Check every line of the data and copy the ones where "Triatec" appears.

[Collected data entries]
○ ○ ○ ○ ○
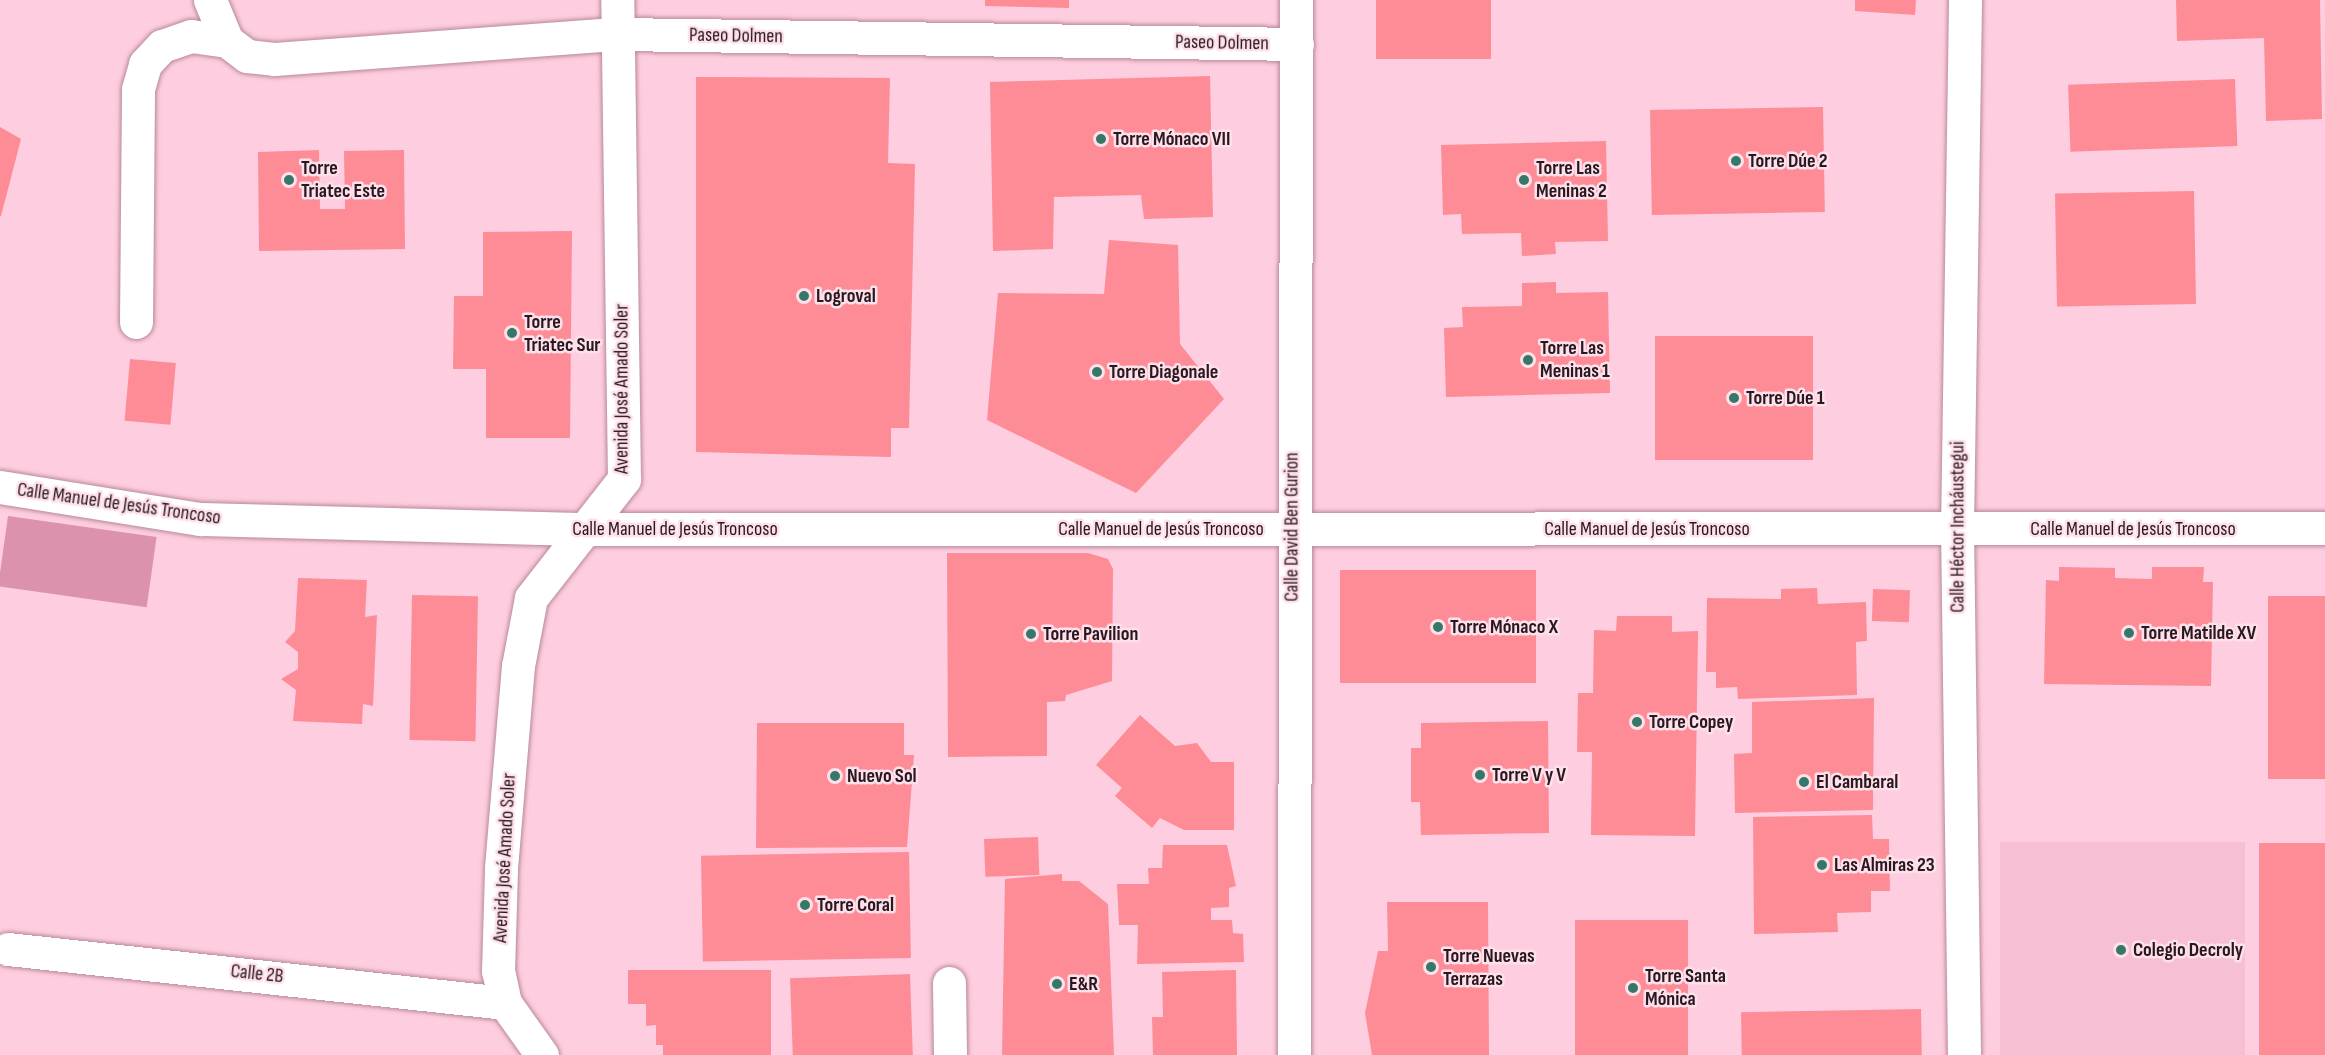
<!DOCTYPE html>
<meta charset="utf-8">
<style>
body{margin:0}
#map{position:relative;width:2325px;height:1055px;overflow:hidden;background:#fecddf;font-family:"Sofia Sans Condensed",sans-serif}
div>[style]{position:absolute}
.built>*{inset:0;background:#f7bfd3;transform-origin:0 0}
.green>*{inset:0;background:#dc91af;transform-origin:0 0}
.building>*{inset:0;background:#fd8c97;transform-origin:0 0}
.roads{filter:drop-shadow(0 0 2px #b7899a) drop-shadow(0 0 2px #b7899a)}
.minor>*{height:33px;margin:-16.5px;padding:0 16.5px;transform-origin:16.5px;border-radius:16.5px;background:#fff}
.dots>*{width:16px;height:16px;translate:-50% -50%;box-sizing:border-box;border:3px solid #fee0eb;border-radius:50%}
span{translate:-50% -50%;white-space:nowrap;text-align:center;line-height:1.15;-webkit-text-stroke:5px #fee0eb;paint-order:stroke}
.street-label{font-size:20px;color:#29181f}
.poi-label{font-size:20px;color:#29181f;font-weight:700}
.left{translate:0 -50%;text-align:left}
</style>
<div id="map">
<div class="built">
<div style="left:2000px;top:842px;width:245px;height:213px"></div>
</div>
<div class="green">
<div style="left:8px;top:516px;width:150px;height:71px;rotate:8deg"></div>
</div>
<div class="building">
<div style="clip-path:polygon(985px 0,1069px 0,1069px 8px,985px 6px)"></div>
<div style="left:1376px;top:0;width:115px;height:59px"></div>
<div style="clip-path:polygon(1855px 0,1916px 0,1915px 15px,1855px 11px)"></div>
<div style="clip-path:polygon(2176px 0,2320px 0,2322px 119px,2266px 121px,2264px 38px,2177px 41px)"></div>
<div style="clip-path:polygon(1210px 76px,1213px 217px,1144px 219px,1141px 195px,1054px 197px,1053px 249px,993px 251px,990px 82px)"></div>
<div style="clip-path:polygon(696px 77px,890px 78px,888px 163px,915px 164px,909px 428px,891px 428px,891px 457px,696px 452px)"></div>
<div style="left:2235px;top:79px;width:67px;height:167px;rotate:88deg"></div>
<div style="left:1823px;top:107px;width:105px;height:173px;rotate:89deg"></div>
<div style="clip-path:polygon(0 127px,21px 139px,1px 216px,0 216px)"></div>
<div style="clip-path:polygon(1606px 141px,1608px 241px,1555px 242px,1556px 254px,1522px 256px,1521px 233px,1462px 234px,1461px 214px,1443px 215px,1441px 145px)"></div>
<div style="clip-path:polygon(319px 150px,320px 209px,345px 209px,344px 151px,404px 150px,405px 249px,259px 251px,258px 152px)"></div>
<div style="left:2194px;top:191px;width:113px;height:139px;rotate:89deg"></div>
<div style="clip-path:polygon(572px 231px,570px 438px,486px 438px,486px 369px,453px 369px,454px 296px,483px 296px,483px 232px)"></div>
<div style="clip-path:polygon(1109px 240px,1178px 245px,1180px 344px,1224px 399px,1136px 493px,987px 420px,998px 293px,1104px 294px)"></div>
<div style="clip-path:polygon(1556px 282px,1556px 293px,1608px 292px,1610px 393px,1446px 397px,1444px 328px,1463px 327px,1462px 307px,1522px 306px,1522px 283px)"></div>
<div style="left:1813px;top:336px;width:124px;height:158px;rotate:90deg"></div>
<div style="left:130px;top:359px;width:46px;height:62px;rotate:5deg"></div>
<div style="clip-path:polygon(947px 553px,1088px 553px,1108px 559px,1113px 569px,1112px 681px,1066px 695px,1065px 701px,1047px 702px,1047px 756px,948px 757px)"></div>
<div style="clip-path:polygon(2059px 567px,2115px 568px,2115px 578px,2152px 579px,2152px 567px,2204px 567px,2203px 582px,2213px 582px,2211px 686px,2044px 684px,2046px 580px,2059px 581px)"></div>
<div style="left:1536px;top:570px;width:113px;height:196px;rotate:90deg"></div>
<div style="clip-path:polygon(298px 578px,367px 580px,365px 617px,377px 615px,373px 706px,363px 704px,362px 724px,293px 721px,296px 690px,281px 679px,298px 669px,298px 652px,285px 642px,295px 631px)"></div>
<div style="clip-path:polygon(1817px 588px,1818px 604px,1866px 602px,1867px 641px,1856px 642px,1857px 695px,1738px 699px,1737px 687px,1716px 688px,1716px 672px,1706px 672px,1707px 598px,1781px 599px,1781px 589px)"></div>
<div style="left:1873px;top:589px;width:37px;height:32px;rotate:2deg"></div>
<div style="left:412px;top:595px;width:66px;height:145px;rotate:1deg"></div>
<div style="left:2268px;top:596px;width:57px;height:183px"></div>
<div style="clip-path:polygon(1617px 616px,1672px 616px,1672px 632px,1698px 631px,1695px 836px,1591px 835px,1592px 752px,1577px 752px,1578px 693px,1593px 693px,1594px 630px,1616px 631px)"></div>
<div style="clip-path:polygon(1874px 698px,1873px 810px,1735px 813px,1734px 754px,1752px 753px,1752px 702px)"></div>
<div style="clip-path:polygon(1140px 715px,1175px 746px,1197px 743px,1211px 762px,1234px 762px,1234px 830px,1184px 830px,1160px 818px,1152px 828px,1115px 796px,1122px 788px,1096px 765px)"></div>
<div style="clip-path:polygon(1548px 721px,1549px 833px,1421px 835px,1420px 802px,1411px 802px,1411px 748px,1421px 748px,1421px 723px)"></div>
<div style="clip-path:polygon(757px 723px,904px 723px,904px 755px,914px 755px,907px 847px,756px 848px)"></div>
<div style="clip-path:polygon(1872px 815px,1873px 839px,1889px 839px,1890px 891px,1871px 891px,1871px 912px,1837px 913px,1838px 932px,1754px 934px,1753px 817px)"></div>
<div style="left:1038px;top:837px;width:38px;height:54px;rotate:88deg"></div>
<div style="left:2325px;top:843px;width:212px;height:66px;rotate:90deg"></div>
<div style="clip-path:polygon(1163px 845px,1227px 845px,1236px 886px,1229px 888px,1229px 907px,1211px 908px,1211px 920px,1232px 920px,1233px 933px,1243px 934px,1244px 962px,1137px 964px,1138px 925px,1119px 925px,1117px 884px,1149px 884px,1148px 868px,1162px 868px)"></div>
<div style="left:909px;top:852px;width:106px;height:208px;rotate:89deg"></div>
<div style="clip-path:polygon(1062px 874px,1062px 881px,1079px 881px,1108px 904px,1114px 1055px,1002px 1055px,1005px 879px)"></div>
<div style="clip-path:polygon(1387px 902px,1488px 902px,1489px 1055px,1372px 1055px,1365px 1013px,1378px 951px,1388px 951px)"></div>
<div style="left:1688px;top:920px;width:135px;height:113px;rotate:90deg"></div>
<div style="clip-path:polygon(628px 970px,771px 970px,771px 1055px,663px 1055px,663px 1045px,656px 1045px,656px 1025px,646px 1026px,646px 1004px,628px 1004px)"></div>
<div style="clip-path:polygon(1236px 970px,1237px 1055px,1153px 1055px,1152px 1017px,1163px 1017px,1162px 972px)"></div>
<div style="left:910px;top:974px;width:81px;height:120px;rotate:88deg"></div>
<div style="left:1921px;top:1009px;width:46px;height:180px;rotate:89deg"></div>
</div>
<div class="roads">
<div class="minor">
<div style="left:210px;top:0;width:44px;rotate:67.5deg"></div>
<div style="left:227px;top:41px;width:25px;rotate:37deg"></div>
<div style="left:247px;top:56px;width:27px;rotate:6deg"></div>
<div style="left:274px;top:59px;width:345px;rotate:-4.2deg"></div>
<div style="left:618px;top:34px;width:679px;rotate:0.84deg"></div>
<div style="left:136px;top:322px;width:233px;rotate:-89.5deg"></div>
<div style="left:138px;top:89px;width:26px;rotate:-74deg"></div>
<div style="left:145px;top:64px;width:25px;rotate:-47deg"></div>
<div style="left:162px;top:46px;width:31px;rotate:-19deg"></div>
<div style="left:191px;top:36px;width:36px;rotate:8deg"></div>
<div style="left:0;top:487px;width:203px;rotate:9.1deg"></div>
<div style="left:200px;top:519px;width:390px;rotate:1.5deg"></div>
<div style="left:590px;top:529px;width:1735px;rotate:-0.03deg"></div>
<div style="left:8px;top:949px;width:500px;rotate:6.2deg"></div>
<div style="left:949px;top:983px;width:72px;rotate:89.2deg"></div>
<div style="left:542px;top:1055px;width:64px;rotate:-125.4deg"></div>
<div style="left:505px;top:1003px;width:33px;rotate:-102deg"></div>
<div style="left:498px;top:971px;width:103px;rotate:-88.3deg"></div>
<div style="left:501px;top:868px;width:203px;rotate:-85.2deg"></div>
<div style="left:518px;top:666px;width:69px;rotate:-79.2deg"></div>
<div style="left:531px;top:598px;width:151px;rotate:-52deg"></div>
<div style="left:624px;top:479px;width:479px;rotate:-90.8deg"></div>
<div style="left:1294px;top:1055px;width:1055px;rotate:-89.89deg"></div>
<div style="left:1964px;top:1055px;width:526px;rotate:-90.76deg"></div>
<div style="left:1957px;top:529px;width:529px;rotate:-89.13deg"></div>
</div>
</div>
<div class="dots">
<div style="left:1101px;top:139px;background:#367767"></div>
<div style="left:1736px;top:161px;background:#367767"></div>
<div style="left:289px;top:180px;background:#367767"></div>
<div style="left:1524px;top:180px;background:#367767"></div>
<div style="left:804px;top:296px;background:#367767"></div>
<div style="left:512px;top:333px;background:#367767"></div>
<div style="left:1528px;top:360px;background:#367767"></div>
<div style="left:1097px;top:372px;background:#367767"></div>
<div style="left:1734px;top:398px;background:#367767"></div>
<div style="left:1438px;top:627px;background:#367767"></div>
<div style="left:2129px;top:633px;background:#367767"></div>
<div style="left:1031px;top:634px;background:#367767"></div>
<div style="left:1637px;top:722px;background:#367767"></div>
<div style="left:1480px;top:775px;background:#367767"></div>
<div style="left:835px;top:776px;background:#367767"></div>
<div style="left:1804px;top:782px;background:#367767"></div>
<div style="left:1822px;top:865px;background:#367767"></div>
<div style="left:805px;top:905px;background:#367767"></div>
<div style="left:2121px;top:950px;background:#367767"></div>
<div style="left:1431px;top:967px;background:#367767"></div>
<div style="left:1057px;top:984px;background:#367767"></div>
<div style="left:1633px;top:988px;background:#367767"></div>
</div>
<div class="street-label">
<span style="left:736px;top:36px;rotate:1deg">Paseo Dolmen</span>
<span style="left:1222px;top:43px;rotate:1deg">Paseo Dolmen</span>
<span style="left:622px;top:389px;rotate:-90deg">Avenida José Amado Soler</span>
<span style="left:119px;top:504px;rotate:8deg">Calle Manuel de Jesús Troncoso</span>
<span style="left:1292px;top:527px;rotate:-90deg">Calle David Ben Gurion</span>
<span style="left:1958px;top:527px;rotate:-90deg">Calle Héctor Incháustegui</span>
<span style="left:675px;top:529px">Calle Manuel de Jesús Troncoso</span>
<span style="left:1161px;top:529px">Calle Manuel de Jesús Troncoso</span>
<span style="left:1647px;top:529px">Calle Manuel de Jesús Troncoso</span>
<span style="left:2133px;top:529px">Calle Manuel de Jesús Troncoso</span>
<span style="left:505px;top:858px;rotate:-87deg">Avenida José Amado Soler</span>
<span style="left:257px;top:974px;rotate:6deg">Calle 2B</span>
</div>
<div class="poi-label">
<span class="left" style="left:1113px;top:139px">Torre Mónaco VII</span>
<span class="left" style="left:1748px;top:161px">Torre Dúe 2</span>
<span class="left" style="left:301px;top:180px">Torre<br>Triatec Este</span>
<span class="left" style="left:1536px;top:180px">Torre Las<br>Meninas 2</span>
<span class="left" style="left:816px;top:296px">Logroval</span>
<span class="left" style="left:524px;top:334px">Torre<br>Triatec Sur</span>
<span class="left" style="left:1540px;top:360px">Torre Las<br>Meninas 1</span>
<span class="left" style="left:1109px;top:372px">Torre Diagonale</span>
<span class="left" style="left:1746px;top:398px">Torre Dúe 1</span>
<span class="left" style="left:1450px;top:627px">Torre Mónaco X</span>
<span class="left" style="left:2141px;top:633px">Torre Matilde XV</span>
<span class="left" style="left:1043px;top:634px">Torre Pavilion</span>
<span class="left" style="left:1649px;top:722px">Torre Copey</span>
<span class="left" style="left:1492px;top:775px">Torre V y V</span>
<span class="left" style="left:847px;top:776px">Nuevo Sol</span>
<span class="left" style="left:1816px;top:782px">El Cambaral</span>
<span class="left" style="left:1834px;top:865px">Las Almiras 23</span>
<span class="left" style="left:817px;top:905px">Torre Coral</span>
<span class="left" style="left:2133px;top:950px">Colegio Decroly</span>
<span class="left" style="left:1443px;top:968px">Torre Nuevas<br>Terrazas</span>
<span class="left" style="left:1645px;top:988px">Torre Santa<br>Mónica</span>
<span class="left" style="left:1069px;top:984px">E&amp;R</span>
</div>
</div>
○ ○ ○ ○ ○
YOUR RESPONSE:
<span class="left" style="left:301px;top:180px">Torre<br>Triatec Este</span>
<span class="left" style="left:524px;top:334px">Torre<br>Triatec Sur</span>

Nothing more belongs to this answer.